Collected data
+++

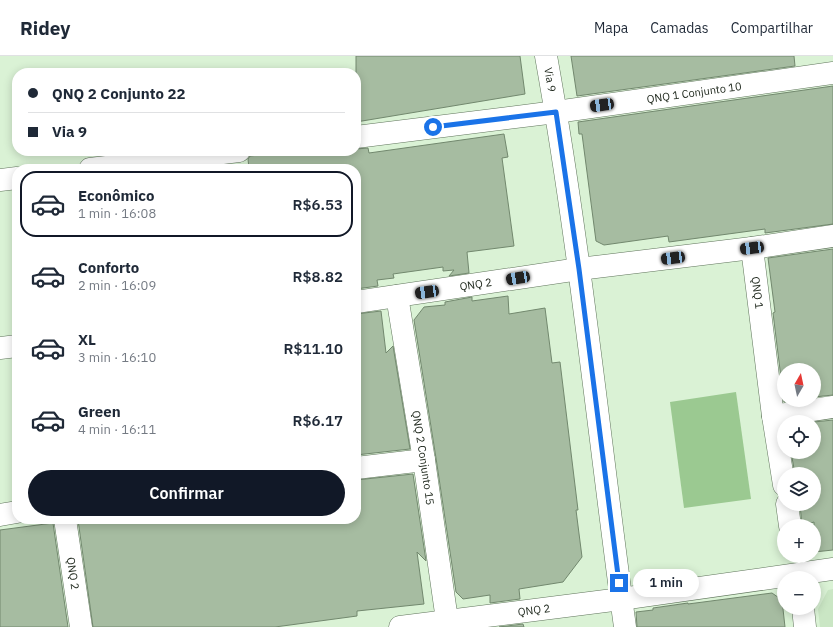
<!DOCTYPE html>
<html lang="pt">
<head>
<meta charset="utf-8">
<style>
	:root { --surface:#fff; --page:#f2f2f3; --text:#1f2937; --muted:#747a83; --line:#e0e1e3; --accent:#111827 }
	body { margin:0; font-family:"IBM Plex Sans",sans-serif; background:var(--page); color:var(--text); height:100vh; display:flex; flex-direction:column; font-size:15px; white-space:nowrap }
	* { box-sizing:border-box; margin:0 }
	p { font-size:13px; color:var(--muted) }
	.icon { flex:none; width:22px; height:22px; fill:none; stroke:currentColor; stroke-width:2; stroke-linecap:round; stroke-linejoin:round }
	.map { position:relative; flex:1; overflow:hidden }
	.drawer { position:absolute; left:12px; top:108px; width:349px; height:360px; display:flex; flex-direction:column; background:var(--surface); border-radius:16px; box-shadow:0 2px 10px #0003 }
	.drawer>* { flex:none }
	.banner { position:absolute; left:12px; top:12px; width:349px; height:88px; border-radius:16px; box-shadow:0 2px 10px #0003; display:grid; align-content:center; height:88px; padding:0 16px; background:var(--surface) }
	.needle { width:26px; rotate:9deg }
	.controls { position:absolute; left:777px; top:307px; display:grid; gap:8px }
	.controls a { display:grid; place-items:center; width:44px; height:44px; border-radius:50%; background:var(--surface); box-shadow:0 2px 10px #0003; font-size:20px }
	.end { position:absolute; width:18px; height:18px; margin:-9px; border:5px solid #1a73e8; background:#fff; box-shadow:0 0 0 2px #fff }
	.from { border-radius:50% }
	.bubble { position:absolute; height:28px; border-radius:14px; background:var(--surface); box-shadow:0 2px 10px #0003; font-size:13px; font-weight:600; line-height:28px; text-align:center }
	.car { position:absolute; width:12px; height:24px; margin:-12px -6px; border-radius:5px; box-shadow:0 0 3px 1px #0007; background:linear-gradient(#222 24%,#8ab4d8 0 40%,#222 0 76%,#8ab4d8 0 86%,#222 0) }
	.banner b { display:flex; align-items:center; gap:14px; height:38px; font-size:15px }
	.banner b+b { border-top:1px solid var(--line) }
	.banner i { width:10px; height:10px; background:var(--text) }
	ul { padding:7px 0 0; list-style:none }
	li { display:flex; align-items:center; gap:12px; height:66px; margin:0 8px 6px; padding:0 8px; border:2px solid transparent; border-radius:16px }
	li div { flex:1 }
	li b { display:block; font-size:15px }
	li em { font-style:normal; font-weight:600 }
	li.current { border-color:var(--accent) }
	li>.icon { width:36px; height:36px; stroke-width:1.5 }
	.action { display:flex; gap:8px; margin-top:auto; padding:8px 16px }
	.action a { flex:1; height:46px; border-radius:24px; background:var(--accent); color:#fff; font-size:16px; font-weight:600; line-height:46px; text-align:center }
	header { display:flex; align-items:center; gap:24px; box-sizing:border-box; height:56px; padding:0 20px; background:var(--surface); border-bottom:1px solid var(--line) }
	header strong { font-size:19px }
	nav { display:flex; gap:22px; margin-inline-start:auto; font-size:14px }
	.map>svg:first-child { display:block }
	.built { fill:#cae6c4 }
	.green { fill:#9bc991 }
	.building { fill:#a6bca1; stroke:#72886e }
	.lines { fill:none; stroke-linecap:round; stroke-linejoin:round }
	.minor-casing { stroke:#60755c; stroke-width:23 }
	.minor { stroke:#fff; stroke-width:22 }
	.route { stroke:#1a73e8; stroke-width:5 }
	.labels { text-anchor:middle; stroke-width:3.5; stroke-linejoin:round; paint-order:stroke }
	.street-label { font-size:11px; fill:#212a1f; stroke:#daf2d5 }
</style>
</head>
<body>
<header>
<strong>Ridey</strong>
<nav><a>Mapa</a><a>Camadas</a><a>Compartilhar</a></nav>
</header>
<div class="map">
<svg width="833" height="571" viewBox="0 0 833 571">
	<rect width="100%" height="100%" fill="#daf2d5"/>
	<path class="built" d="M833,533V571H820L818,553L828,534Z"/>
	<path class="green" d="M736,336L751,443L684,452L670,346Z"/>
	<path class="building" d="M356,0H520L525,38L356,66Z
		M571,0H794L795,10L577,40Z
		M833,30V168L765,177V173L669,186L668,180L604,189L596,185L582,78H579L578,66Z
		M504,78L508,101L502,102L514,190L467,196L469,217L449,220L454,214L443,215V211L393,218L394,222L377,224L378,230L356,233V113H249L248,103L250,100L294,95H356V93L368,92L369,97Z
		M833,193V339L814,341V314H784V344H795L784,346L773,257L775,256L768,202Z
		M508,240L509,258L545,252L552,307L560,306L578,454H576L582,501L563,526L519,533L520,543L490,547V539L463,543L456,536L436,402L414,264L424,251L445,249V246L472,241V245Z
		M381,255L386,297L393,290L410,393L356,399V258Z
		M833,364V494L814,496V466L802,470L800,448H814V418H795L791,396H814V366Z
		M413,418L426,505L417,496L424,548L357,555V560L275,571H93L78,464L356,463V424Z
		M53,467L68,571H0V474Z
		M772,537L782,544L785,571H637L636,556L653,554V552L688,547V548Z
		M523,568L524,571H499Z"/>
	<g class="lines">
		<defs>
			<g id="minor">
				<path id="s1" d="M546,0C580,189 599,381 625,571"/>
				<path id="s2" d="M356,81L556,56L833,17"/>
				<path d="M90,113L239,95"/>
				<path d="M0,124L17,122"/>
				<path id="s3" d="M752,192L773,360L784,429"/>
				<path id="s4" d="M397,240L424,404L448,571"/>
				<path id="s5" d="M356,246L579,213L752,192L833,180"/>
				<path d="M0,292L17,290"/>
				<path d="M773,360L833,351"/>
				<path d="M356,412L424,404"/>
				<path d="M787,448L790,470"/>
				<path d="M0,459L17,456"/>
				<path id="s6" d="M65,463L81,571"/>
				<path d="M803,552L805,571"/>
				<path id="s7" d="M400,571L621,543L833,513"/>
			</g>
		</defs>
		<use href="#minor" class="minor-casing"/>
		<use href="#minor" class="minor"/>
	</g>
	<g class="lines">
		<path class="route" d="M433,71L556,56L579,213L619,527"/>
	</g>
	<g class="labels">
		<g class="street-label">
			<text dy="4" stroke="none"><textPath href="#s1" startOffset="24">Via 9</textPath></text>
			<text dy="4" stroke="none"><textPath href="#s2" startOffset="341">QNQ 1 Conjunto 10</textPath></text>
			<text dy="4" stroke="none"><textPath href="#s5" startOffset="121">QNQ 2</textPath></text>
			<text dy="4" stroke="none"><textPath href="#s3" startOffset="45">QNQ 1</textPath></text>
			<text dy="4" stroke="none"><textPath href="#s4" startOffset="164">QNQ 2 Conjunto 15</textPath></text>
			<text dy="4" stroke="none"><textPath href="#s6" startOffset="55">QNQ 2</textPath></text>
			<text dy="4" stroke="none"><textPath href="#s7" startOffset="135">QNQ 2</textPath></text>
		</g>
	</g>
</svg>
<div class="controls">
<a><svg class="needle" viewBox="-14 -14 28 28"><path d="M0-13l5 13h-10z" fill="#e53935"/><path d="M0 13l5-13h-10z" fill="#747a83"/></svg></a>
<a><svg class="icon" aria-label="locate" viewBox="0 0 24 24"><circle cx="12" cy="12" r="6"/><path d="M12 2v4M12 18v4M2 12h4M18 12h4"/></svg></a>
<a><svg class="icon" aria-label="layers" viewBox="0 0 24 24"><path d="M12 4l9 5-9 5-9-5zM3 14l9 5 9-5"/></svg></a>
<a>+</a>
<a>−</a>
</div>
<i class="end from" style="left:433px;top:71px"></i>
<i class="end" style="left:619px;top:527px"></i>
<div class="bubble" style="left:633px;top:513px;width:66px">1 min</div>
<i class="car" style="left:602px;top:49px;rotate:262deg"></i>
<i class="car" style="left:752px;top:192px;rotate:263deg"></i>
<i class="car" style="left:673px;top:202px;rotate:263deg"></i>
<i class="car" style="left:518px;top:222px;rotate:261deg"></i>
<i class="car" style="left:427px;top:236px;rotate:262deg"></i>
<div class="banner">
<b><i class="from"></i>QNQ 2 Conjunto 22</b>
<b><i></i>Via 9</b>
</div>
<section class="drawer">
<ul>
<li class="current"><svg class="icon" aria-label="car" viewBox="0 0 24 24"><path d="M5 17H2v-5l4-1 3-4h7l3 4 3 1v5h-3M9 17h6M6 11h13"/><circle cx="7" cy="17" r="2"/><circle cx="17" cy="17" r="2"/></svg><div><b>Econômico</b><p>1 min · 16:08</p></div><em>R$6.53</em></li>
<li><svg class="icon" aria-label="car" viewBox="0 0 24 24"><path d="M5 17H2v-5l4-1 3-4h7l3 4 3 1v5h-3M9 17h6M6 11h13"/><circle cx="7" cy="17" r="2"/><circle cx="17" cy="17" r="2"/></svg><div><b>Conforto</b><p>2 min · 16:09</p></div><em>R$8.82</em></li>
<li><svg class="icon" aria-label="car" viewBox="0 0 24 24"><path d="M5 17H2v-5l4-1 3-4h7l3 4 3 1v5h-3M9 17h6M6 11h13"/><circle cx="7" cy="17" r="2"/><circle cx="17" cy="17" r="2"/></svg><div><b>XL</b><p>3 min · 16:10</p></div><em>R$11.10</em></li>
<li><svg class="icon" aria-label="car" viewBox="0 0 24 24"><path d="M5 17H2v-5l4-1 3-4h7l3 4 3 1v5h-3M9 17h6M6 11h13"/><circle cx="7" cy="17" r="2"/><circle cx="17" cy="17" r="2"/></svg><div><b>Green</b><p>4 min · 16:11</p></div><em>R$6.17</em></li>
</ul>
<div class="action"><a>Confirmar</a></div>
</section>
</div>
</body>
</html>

+++

▸ Work request: Find out how many lines in the data above hold the word "sizing". Write only the number.

▸ Expected answer: 2